The body’s essential minerals just can’t catch a break this week. On Monday, a study found that copper accumulations within the brain could promote the development of Alzheimer’s disease. Now, another study suggests that iron is the actual offender.

Iron, just like copper, is essential to the proper functioning of the human body. It is a part of enzymes that help digestion, and also allows muscles to store and use oxygen. Someone with an iron deficiency is susceptible to anemia, delayed motor functioning, and fatigue.

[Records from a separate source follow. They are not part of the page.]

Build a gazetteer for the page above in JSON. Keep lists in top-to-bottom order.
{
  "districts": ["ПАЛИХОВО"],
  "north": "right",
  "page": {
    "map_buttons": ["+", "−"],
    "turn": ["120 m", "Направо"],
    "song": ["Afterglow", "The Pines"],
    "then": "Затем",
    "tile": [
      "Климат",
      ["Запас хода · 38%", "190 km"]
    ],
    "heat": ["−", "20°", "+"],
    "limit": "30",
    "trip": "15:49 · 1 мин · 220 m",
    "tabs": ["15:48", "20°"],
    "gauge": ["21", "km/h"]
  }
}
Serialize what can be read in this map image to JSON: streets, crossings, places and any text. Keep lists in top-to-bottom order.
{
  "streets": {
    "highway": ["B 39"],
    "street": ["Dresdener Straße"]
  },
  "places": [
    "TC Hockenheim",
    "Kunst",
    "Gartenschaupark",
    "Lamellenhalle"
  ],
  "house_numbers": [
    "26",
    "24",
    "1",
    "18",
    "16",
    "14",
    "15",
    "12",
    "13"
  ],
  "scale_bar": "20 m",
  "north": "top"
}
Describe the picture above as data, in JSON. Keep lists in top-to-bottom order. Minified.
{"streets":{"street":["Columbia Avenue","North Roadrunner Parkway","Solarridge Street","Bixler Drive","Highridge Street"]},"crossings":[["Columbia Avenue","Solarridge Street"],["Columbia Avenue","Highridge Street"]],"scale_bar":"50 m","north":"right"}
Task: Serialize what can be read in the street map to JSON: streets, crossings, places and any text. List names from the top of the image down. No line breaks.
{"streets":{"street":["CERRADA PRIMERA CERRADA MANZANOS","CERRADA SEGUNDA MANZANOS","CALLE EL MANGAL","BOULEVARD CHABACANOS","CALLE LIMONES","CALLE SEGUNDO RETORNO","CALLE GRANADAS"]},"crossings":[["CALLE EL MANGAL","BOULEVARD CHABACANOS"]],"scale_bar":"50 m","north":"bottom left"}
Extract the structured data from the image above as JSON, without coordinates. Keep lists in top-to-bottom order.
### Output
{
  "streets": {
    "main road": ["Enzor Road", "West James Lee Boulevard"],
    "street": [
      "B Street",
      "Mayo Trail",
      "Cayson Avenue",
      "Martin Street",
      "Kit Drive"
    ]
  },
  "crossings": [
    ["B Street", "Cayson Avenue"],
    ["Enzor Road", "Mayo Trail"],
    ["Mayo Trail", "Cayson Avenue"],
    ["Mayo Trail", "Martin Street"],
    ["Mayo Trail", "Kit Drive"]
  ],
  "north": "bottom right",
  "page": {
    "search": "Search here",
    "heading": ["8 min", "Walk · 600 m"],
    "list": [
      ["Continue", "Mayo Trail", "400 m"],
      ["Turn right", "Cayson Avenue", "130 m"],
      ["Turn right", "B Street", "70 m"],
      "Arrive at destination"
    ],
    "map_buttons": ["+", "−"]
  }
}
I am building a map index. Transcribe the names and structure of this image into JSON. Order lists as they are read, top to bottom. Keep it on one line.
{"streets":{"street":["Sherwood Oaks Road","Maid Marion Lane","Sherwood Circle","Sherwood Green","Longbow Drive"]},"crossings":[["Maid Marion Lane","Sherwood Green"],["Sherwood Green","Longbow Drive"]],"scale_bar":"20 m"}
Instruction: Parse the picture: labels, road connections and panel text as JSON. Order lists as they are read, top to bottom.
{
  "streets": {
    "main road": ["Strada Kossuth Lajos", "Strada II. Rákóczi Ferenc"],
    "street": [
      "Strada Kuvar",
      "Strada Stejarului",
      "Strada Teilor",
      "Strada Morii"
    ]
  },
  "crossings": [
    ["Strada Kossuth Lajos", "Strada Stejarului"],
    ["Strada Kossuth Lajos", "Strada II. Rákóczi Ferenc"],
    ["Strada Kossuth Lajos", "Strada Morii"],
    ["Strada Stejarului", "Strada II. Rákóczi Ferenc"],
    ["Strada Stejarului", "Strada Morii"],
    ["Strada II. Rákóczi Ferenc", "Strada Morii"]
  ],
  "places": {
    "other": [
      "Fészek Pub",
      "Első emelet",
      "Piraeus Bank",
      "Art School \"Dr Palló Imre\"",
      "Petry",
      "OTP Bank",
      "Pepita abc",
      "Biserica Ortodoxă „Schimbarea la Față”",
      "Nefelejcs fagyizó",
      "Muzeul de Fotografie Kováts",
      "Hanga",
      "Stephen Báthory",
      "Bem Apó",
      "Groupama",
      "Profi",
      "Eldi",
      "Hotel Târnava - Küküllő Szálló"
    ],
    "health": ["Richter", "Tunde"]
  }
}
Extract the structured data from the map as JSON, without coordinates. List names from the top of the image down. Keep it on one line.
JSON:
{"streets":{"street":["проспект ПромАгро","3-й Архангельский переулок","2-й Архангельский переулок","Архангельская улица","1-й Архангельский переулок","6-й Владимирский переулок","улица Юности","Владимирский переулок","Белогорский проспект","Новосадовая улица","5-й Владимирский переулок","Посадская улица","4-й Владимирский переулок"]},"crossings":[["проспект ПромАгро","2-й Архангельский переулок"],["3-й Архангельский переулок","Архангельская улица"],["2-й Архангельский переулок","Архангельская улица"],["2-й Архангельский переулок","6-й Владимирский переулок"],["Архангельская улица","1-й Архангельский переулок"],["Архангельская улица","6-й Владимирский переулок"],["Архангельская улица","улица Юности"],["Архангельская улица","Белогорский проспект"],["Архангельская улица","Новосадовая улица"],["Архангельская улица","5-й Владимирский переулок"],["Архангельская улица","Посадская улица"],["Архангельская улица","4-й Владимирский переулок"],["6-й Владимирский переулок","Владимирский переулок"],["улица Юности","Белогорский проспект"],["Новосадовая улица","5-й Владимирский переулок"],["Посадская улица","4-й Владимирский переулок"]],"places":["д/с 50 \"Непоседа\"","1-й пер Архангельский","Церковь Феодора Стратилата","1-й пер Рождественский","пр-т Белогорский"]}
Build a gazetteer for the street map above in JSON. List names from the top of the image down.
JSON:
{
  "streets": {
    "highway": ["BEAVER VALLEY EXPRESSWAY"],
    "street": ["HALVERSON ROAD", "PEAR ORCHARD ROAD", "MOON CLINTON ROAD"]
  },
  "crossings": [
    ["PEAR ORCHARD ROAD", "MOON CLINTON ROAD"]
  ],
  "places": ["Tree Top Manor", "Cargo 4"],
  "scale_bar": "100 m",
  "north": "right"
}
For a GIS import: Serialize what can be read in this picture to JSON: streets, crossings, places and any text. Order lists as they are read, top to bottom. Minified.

Previous studies have also implicated iron in the onset of Alzheimer’s. A study from last year determined that a protein known as tau, which helps stabilize the structure of neurons, also helped regulate the accumulation of iron in the brain. Among mice without the protein, Alzheimer’s developed as iron levels rose, according to The Wall Street Journal.  But Dr. George Bartzokis, professor of psychiatry at the Semel Institute for Neuroscience and Human Behavior at UCLA, has theorized that it begins much further “upstream” in one of the first areas of the brain to be affected by Alzheimer’s, the hippocampus.

Iron's Influence On Alzheimer's Development

Bartzokis's theory is based on the idea that iron-rich cells called oligodendrocytes, which produce myelin, the electrically insulating layer that covers neuronal axons, spread the abundance of iron during production. However, too much iron can cause oxidative damage in the myelin, making neurons unable to communicate. Bartzokis says that these mechanisms predicate the buildup of plaque, which in turn causes more myelin to be destroyed in a cycle that becomes the progression of the disease.  

To test this, Bartzokis and his team used magnetic resonance imaging (MRI) technology to measure the amount of iron stored in the brain protein, ferritin, in 31 Alzheimer’s patients and 68 healthy control participants. They found that higher-than-normal iron levels in the hippocampus were associated with tissue damage, but not in the thalamus, where the disease eventually progresses. Previously, it may have been difficult to detect iron in the brain, Bartzokis says, because water “masked” its presence as levels increased with the breaking down of cells.  

"It is difficult to measure iron in tissue when the tissue is already damaged," Bartzokis said in a statement. "But the MRI technology we used in this study allowed us to determine that the increase in iron is occurring together with the tissue damage. We found that the amount of iron is increased in the hippocampus and is associated with tissue damage … The results suggest that iron accumulation may indeed contribute to the cause of Alzheimer's disease."

Possible Solutions And Iron Management

Although both iron and copper have been implicated in the onset of Alzheimer’s disease, it’s very difficult to know how much is too much or too little. The researchers said that modifying environmental factors, including diet or dietary supplements, can help. They also noted that pharmaceutical companies are developing medications that will help attract extra iron and remove it from tissue. 

According to the Centers for Disease Control and Prevention, recommended daily intake of iron is 18 milligrams per day. For reference, you can see a list below of 10 common foods and their iron content.

·         Lentils: 3.3 mg per 1/2 cup

·         Cooked oysters: 10.2 mg per three ounces

·         Fortified dry cereals: 1.8 to 21.1 mg per one ounce

·         Oysters: 10.2 mg per three ounces, cooked

·         Freshly cooked spinach: 3.2 mg per 1/2 cup

·         Clams: 23.8 mg per three ounces, canned and drained

·         Chickpeas: 2.4 mg per 1/2 cup, cooked

·         Ground beef: 2.2 mg per three ounces, 15 percent fat, cooked

·         Lamb shoulder: 2.3 mg per three ounces, cooked

·         White beans: 3.9 mg per 1/2 cup, canned

 

Source: Bartzokis G, Heydari P, Tishler T, et al. Increased Iron Levels and Decreased Tissue Integrity in Hippocampus of Alzheimer’s Disease Detected in vivo with Magnetic Resonance Imaging. Journal of Alzheimer’s Disease. 2013.